- Developer: Graham D. Shaw
- Publisher: Atlantis Software
- Platforms: ZX Spectrum, Amstrad CPC, Commodore 64
- Release: 1990
- Genre: Action
- Mode: Single-player

= Skatin' USA =

Skatin' USA is an action video game developed by Graham D. Shaw and published by Atlantis Software in 1990 for the ZX Spectrum. Versions were also released for the Amstrad CPC and Commodore 64.

==Gameplay==
The player controls Tom Essex, a funny skateboarder who has lost his superpowers. Tom Essex was previously known as Superkid. Now he has to fight street gangs in New York using his skateboard and a catapult.

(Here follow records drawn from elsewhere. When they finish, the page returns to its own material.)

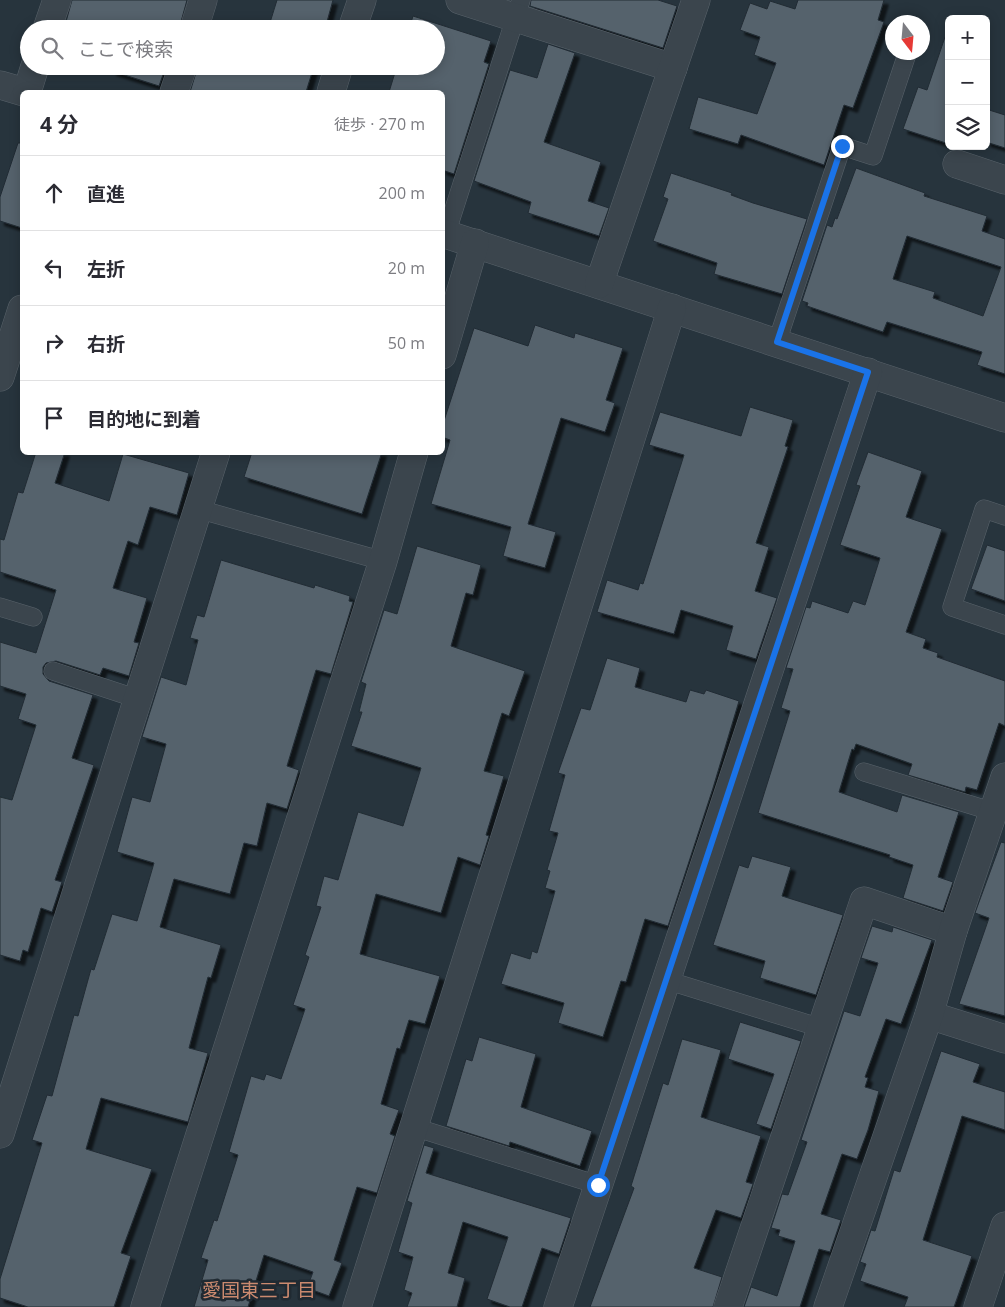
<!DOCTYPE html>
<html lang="ja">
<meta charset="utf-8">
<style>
body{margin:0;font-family:"Open Sans","Noto Sans JP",sans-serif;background:#f7f7f7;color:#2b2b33}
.controls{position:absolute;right:15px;top:15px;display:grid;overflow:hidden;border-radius:8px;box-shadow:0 2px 12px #0003}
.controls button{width:45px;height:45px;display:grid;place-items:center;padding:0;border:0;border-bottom:1px solid #e1e1e2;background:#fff;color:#2b2b33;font:25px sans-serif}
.compass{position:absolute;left:885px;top:15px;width:45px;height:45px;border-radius:50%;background:#fff;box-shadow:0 2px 12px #0003;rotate:164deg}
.stop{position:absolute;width:15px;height:15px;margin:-11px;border:4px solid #1a73e8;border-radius:50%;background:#fff}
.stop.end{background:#1a73e8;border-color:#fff;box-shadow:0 1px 5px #0008}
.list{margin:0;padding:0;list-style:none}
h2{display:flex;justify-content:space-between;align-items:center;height:65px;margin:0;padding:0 20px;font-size:21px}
h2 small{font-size:16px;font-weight:400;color:#7c7c81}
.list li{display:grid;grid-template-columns:32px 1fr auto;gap:15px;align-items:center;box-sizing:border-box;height:75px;padding:0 20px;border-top:1px solid #e1e1e2}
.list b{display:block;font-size:19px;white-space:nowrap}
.list em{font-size:16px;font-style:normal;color:#7c7c81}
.icon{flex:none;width:28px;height:28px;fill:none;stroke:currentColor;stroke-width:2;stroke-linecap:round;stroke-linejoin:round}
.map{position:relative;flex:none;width:1005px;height:1307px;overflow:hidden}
.search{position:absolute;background:#fff;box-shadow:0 2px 12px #0003;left:20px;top:20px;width:425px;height:55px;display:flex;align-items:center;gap:12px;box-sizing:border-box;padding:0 18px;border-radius:28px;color:#7c7c81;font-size:19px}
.panel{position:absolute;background:#fff;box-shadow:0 2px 12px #0003;left:20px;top:90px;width:425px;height:365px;border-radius:8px}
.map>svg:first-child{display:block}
</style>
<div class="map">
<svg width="1005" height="1307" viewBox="0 0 1005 1307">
<defs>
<filter id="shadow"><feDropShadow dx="4.5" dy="4.5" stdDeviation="1" flood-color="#0009"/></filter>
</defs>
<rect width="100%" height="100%" fill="#27343d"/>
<g fill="#55626c" stroke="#222c34" fill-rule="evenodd" filter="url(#shadow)">
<polygon points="72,0 187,0 179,29 64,29"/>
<polygon points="277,0 333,0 325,29 268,29"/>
<polygon points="531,0 658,0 677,6 663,48 530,6"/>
<polygon points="798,0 884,0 878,20 884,22 853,108 844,105 824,165 741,135 738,144 689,129 698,97 757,114 776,63 754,55 760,37 740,30 750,3 767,9 770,1 795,9"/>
<polygon points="413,16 491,41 484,62 489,64 454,174 442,170 442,92 389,92 397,66 436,66 436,29 409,29"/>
<polygon points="945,37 949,37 949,144 903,129 918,87 927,90"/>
<polygon points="548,44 575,53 544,142 601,162 588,201 609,208 599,236 528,213 531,202 474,181 510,70 537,78"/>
<polygon points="113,66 166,66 159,86 112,71"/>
<polygon points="198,66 314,66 306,92 190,92"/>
<polygon points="986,109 1005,115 1005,148 986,142"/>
<polygon points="18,143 22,143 22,228 0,221 0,197"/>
<path d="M 856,168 L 925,193 L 924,196 L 987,216 L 982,231 L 1005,239 L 1005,374 L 977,365 L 982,352 L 887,322 L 883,332 L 807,306 L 808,303 L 802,301 L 827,225 L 832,227 L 835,218 L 837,219 ZM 907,236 L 1001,267 L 983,316 L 933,298 L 935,292 L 893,279 Z"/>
<polygon points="671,173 732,193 731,195 753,203 807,219 782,294 714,274 717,263 653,241 668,199 663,197"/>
<polygon points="535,325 574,338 575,333 623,348 606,400 615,403 605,432 561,418 528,524 556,532 545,568 503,556 511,527 431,504 450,440 442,437 442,427 474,328 528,346"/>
<polygon points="750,407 793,420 785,446 788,447 756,543 769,547 755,591 777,598 756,659 726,650 733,626 681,610 674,634 597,612 607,580 638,590 640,583 643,584 684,455 649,445 660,412 741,436"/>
<polygon points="36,452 65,452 55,483 109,501 123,454 189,473 177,515 150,507 138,545 128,541 113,588 147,598 134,642 139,643 129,676 103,668 100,675 56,661 46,663 43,667 43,674 49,681 93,695 72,758 94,765 55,880 62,882 52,912 41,908 28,952 23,950 20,961 0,955 0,797 12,800 36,725 18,719 26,694 0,686 0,642 36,653 56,590 0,572 0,539 4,540 18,492 23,493"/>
<polygon points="252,452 382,452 362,514 244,477"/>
<polygon points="868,452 922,471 906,517 942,529 906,632 926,639 923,648 938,653 937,657 1005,681 1005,726 999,723 977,790 966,787 965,792 908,775 912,764 856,744 854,750 852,749 839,792 897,812 902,795 959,812 938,877 953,882 943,911 903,898 913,865 889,857 890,855 758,813 790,711 781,708 793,669 786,668 806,607 810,608 812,601 848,613 853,601 865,605 880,558 840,545 860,486 856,485"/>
<polygon points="987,545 1005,551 1005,601 971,589"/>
<polygon points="417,546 481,565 473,595 466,593 451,646 525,671 509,716 502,713 484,771 504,776 486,835 489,836 480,865 458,857 441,913 376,894 360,954 440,976 425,1024 409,1020 400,1049 397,1048 381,1104 399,1110 390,1134 395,1136 377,1193 357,1187 334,1260 342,1263 329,1296 307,1288 313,1272 264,1255 248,1307 194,1307 208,1260 201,1258 214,1220 217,1221 238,1155 229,1152 251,1076 264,1080 266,1074 281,1079 305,1009 293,1005 309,957 305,955 321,907 316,906 324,876 338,880 358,812 403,826 421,768 351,746 362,712 359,712 366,684 361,682 384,610 397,614"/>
<polygon points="221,560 314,588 315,585 350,596 349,601 353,602 331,674 316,670 287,766 299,770 287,809 267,803 257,846 244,843 230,894 174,879 160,927 221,945 211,978 208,977 189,1048 208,1053 188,1122 101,1098 86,1149 152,1169 121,1253 131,1256 114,1307 28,1307 0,1298 0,1279 42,1143 32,1140 47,1095 52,1096 74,1015 78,1016 91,969 94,970 112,914 137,921 154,863 117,852 132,797 150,802 166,744 142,737 161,677 186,685 198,640 190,638 197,615 204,617"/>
<polygon points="607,658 640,668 635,687 686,702 690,690 704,694 706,690 739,701 713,788 668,926 645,919 626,982 621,981 603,1037 558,1023 564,1003 501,984 511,953 530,959 532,951 537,953 555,891 545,888 550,871 547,870 558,833 549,831 565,775 558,773 581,708 590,710"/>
<polygon points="1001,842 1005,843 1005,1016 959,1004 989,918 975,913"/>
<polygon points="752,856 791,867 782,896 843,915 816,995 760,978 765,961 713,945 739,865 748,868"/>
<polygon points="872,926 892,932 893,927 932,940 901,1024 886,1019 865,1077 868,1078 865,1087 879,1091 868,1130 857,1159 842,1154 821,1214 841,1220 830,1252 819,1249 800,1307 744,1307 751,1287 777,1296 795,1241 778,1236 780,1230 771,1228 782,1194 788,1195 807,1142 801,1140 844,1011 860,1016 878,963 861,958"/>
<polygon points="740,1022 801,1041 771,1129 756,1124 774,1074 728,1059"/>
<polygon points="479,1037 536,1054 521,1107 592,1131 580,1166 510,1142 509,1146 446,1126 466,1059 472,1061"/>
<polygon points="682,1039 721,1050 701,1117 761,1136 746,1182 753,1184 741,1218 716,1210 694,1268 722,1277 713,1307 590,1307 634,1188 631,1186 663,1083 668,1085"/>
<polygon points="941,1051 980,1064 973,1082 1005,1092 1005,1130 962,1116 923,1240 972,1256 954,1307 904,1307 908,1297 860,1281 866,1264 860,1262 871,1230 875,1231 894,1170 900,1172"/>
<polygon points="424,1145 434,1148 426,1173 571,1218 559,1254 542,1248 522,1307 510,1307 487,1299 508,1237 463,1222 448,1273 465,1278 457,1307 407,1307 412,1293 404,1290 413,1257 398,1252 412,1203 407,1201"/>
</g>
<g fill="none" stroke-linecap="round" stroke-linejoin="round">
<defs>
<g id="lane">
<polyline points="446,234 521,0"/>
<polyline points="777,342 842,146 873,156 907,54"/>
<polyline points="198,509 383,561"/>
<polyline points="1005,516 984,509 952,607 1005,625"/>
<polyline points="0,607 33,617"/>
<polyline points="53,671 138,699"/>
<polyline points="864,772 994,812"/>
<polyline points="666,980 821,1028"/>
<polyline points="414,1127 598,1185"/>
</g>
<g id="street">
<polyline points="460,0 673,68"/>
<polyline points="47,29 57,0"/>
<polyline points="194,29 203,0"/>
<polyline points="352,29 362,0"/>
<polyline points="0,85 24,92"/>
<polyline points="27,92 35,66"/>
<polyline points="174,92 183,66"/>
<polyline points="331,92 339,66"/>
<polyline points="957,164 1005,180"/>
<polyline points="442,233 1005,418"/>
<polyline points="599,284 696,0"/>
<polyline points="442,355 475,243"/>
<polyline points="0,377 22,309"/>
<polyline points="929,1015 1005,1039"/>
<polyline points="0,1134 216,452"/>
<polyline points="145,1307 383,561 414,452"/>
<polyline points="357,1307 672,308"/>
<polyline points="558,1307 868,372"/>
<polyline points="728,1307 864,901 953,931"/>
<polyline points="828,1307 929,1015 953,931 1005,777"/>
<polyline points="978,1307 1005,1226"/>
</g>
</defs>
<use href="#lane" stroke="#59636b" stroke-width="19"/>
<use href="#street" stroke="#59636b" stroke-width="29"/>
<use href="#lane" stroke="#3b454d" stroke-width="18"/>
<use href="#street" stroke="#3b454d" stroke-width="28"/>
</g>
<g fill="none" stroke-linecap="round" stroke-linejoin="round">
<polyline stroke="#1a73e8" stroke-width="6" points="598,1185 868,372 777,342 842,146"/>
</g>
<g text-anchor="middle" stroke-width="5" stroke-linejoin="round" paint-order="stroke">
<g font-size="19" fill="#cb8a6f" stroke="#202a32">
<text x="259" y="1297">愛国東三丁目</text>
</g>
</g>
</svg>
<div class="controls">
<button>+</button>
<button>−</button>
<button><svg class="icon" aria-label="layers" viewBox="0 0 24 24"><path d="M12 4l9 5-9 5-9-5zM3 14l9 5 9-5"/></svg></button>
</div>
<svg class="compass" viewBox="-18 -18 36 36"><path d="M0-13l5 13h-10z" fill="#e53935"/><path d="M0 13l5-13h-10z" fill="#7c7c81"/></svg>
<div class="stop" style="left:598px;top:1185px"></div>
<div class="stop end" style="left:842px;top:146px"></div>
<div class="search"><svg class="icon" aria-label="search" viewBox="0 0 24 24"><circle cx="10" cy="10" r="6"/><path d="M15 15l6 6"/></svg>ここで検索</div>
<section class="panel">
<h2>4 分<small>徒歩 · 270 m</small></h2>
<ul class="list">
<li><svg class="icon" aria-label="ahead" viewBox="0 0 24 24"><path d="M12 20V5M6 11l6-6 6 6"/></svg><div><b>直進</b></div><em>200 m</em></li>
<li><svg class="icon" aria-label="left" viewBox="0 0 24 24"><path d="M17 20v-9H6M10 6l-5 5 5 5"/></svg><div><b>左折</b></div><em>20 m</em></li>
<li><svg class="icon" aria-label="right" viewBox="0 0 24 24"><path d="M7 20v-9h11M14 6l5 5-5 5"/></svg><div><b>右折</b></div><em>50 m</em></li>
<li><svg class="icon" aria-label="arrive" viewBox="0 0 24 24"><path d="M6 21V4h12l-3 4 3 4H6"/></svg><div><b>目的地に到着</b></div></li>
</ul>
</section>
</div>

The game has six stages. Tom has to fight against bikers and gang members and can use his fire catapult to defeat them. Contact with enemies depletes Tom's energy, but hamburgers and fruit can be collected to replenish it. Skating over banana skins temporarily increases his speed.

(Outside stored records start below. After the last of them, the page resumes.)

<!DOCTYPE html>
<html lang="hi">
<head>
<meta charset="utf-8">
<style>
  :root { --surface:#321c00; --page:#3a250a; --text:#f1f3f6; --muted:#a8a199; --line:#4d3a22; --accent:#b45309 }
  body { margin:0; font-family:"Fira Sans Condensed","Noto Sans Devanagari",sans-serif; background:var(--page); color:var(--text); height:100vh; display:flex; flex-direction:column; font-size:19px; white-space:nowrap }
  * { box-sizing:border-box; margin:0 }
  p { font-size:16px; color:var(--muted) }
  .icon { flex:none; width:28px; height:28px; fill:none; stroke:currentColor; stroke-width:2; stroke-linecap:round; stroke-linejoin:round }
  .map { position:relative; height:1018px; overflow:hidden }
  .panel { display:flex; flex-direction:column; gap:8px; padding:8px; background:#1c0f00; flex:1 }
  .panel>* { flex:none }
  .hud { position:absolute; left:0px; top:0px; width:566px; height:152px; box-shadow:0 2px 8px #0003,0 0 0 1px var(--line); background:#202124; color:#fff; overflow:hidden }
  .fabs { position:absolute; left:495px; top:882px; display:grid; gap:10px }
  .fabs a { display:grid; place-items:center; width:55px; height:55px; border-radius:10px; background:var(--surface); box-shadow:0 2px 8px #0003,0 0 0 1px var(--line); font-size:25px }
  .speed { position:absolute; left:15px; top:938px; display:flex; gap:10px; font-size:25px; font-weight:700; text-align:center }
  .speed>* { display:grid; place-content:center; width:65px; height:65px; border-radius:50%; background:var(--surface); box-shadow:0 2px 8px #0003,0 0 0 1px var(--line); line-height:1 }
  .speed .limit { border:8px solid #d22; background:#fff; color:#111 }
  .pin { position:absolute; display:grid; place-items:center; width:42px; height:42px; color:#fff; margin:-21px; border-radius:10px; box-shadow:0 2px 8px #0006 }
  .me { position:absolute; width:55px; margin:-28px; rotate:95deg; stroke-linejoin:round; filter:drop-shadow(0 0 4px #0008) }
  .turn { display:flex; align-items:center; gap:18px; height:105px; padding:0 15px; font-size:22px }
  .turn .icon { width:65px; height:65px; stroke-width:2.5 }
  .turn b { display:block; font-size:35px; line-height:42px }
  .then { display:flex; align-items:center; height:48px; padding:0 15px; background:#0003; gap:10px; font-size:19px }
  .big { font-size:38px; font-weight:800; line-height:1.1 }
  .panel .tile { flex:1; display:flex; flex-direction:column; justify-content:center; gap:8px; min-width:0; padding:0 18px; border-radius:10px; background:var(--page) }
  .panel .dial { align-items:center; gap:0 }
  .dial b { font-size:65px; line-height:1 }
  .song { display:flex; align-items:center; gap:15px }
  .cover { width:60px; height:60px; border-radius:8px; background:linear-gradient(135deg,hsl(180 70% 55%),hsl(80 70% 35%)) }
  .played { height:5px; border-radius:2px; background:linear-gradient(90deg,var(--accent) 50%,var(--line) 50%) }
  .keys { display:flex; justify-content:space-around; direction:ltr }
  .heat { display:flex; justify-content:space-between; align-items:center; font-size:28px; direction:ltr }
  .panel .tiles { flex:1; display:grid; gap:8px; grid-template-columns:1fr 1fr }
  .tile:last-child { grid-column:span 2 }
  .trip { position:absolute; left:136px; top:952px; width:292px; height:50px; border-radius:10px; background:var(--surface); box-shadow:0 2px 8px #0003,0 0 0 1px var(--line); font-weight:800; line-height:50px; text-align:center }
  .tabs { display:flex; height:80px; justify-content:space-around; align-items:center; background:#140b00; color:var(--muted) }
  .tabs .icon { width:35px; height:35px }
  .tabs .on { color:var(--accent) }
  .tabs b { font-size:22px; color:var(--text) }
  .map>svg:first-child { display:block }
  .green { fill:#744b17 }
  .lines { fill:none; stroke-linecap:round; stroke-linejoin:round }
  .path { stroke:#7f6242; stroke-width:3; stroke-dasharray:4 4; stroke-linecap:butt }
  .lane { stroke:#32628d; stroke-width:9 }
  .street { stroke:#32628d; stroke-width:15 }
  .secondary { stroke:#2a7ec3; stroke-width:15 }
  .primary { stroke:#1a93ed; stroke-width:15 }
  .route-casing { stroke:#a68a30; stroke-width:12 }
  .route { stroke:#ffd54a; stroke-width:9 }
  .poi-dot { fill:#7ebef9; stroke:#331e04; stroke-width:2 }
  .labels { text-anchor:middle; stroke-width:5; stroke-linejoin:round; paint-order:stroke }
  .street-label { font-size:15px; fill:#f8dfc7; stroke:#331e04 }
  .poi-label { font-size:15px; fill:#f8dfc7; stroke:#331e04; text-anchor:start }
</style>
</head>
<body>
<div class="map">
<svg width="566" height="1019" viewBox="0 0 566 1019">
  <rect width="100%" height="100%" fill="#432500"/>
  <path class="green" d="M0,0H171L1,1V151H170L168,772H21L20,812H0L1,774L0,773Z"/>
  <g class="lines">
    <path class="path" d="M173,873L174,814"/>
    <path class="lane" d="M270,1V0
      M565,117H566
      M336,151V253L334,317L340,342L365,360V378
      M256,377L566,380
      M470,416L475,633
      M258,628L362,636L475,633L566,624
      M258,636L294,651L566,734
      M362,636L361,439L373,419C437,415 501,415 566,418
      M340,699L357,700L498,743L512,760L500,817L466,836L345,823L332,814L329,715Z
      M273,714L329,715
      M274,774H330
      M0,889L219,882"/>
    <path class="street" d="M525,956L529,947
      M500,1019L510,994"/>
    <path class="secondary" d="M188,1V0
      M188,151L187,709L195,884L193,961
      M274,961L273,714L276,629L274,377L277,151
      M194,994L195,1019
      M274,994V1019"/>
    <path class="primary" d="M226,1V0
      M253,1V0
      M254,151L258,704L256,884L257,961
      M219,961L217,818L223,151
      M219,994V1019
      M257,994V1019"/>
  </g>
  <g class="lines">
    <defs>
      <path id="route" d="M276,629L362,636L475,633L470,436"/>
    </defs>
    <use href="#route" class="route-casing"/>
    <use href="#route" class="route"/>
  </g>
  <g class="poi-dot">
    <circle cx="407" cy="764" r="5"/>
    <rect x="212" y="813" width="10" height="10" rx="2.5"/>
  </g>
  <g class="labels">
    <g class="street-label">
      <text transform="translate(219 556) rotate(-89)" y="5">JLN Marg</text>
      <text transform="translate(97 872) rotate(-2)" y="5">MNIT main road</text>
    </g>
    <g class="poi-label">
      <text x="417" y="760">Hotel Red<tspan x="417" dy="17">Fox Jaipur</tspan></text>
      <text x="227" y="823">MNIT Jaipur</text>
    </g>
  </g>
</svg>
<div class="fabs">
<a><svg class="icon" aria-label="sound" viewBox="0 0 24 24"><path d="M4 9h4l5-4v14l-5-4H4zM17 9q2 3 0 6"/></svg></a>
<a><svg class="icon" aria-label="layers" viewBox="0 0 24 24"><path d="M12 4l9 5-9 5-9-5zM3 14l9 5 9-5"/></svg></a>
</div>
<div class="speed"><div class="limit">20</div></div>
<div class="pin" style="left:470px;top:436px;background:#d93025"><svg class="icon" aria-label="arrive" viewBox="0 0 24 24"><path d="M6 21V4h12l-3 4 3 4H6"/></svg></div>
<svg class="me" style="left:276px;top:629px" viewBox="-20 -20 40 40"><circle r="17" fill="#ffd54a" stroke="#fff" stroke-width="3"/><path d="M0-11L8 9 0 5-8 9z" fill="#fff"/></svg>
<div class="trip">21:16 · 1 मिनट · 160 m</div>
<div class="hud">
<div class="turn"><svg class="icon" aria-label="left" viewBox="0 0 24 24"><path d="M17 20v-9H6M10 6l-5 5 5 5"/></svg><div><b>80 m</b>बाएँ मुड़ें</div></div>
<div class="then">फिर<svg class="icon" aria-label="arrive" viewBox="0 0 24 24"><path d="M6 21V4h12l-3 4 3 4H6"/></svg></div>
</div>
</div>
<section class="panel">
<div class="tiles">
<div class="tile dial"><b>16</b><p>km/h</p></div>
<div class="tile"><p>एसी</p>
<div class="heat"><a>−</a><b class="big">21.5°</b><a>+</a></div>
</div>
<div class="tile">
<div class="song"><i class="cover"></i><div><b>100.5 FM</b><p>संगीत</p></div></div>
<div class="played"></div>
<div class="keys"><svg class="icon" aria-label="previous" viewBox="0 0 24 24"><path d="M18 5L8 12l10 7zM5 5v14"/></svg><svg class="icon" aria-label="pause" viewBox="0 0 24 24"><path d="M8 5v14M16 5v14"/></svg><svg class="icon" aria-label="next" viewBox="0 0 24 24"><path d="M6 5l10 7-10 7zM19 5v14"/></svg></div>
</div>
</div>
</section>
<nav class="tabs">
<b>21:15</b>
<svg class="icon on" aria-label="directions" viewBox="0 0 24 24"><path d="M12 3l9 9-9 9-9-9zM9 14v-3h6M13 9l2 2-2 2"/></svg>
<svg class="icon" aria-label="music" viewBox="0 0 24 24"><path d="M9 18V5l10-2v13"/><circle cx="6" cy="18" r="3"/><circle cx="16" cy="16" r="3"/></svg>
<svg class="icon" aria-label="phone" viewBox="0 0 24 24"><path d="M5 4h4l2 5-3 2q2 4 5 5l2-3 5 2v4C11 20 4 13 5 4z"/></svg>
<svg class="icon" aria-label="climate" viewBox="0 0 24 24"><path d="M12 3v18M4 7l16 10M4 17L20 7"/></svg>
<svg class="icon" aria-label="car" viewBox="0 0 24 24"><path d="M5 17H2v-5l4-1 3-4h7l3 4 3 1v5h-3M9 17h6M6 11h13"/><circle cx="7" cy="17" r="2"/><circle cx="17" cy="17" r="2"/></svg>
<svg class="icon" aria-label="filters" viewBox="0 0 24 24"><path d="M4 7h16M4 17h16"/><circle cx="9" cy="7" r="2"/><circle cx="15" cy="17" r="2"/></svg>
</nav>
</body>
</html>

To complete each stage, the player has to collect dollar bills which illuminate the letters of the SKATIN' USA sign. When the entire sign is fully lit, Tom can proceed to the exit. After completing a stage, the player enters a bonus stage where additional points can be earned within a time limit.

==Release==
The ZX Spectrum version was published by Atlantis Software in 1990 and priced at £2.99.

==Reception==
Your Sinclair reviewed Skatin' USA in its December 1990 issue, awarding the game a score of 82%. Crash gave the game a score of 79%.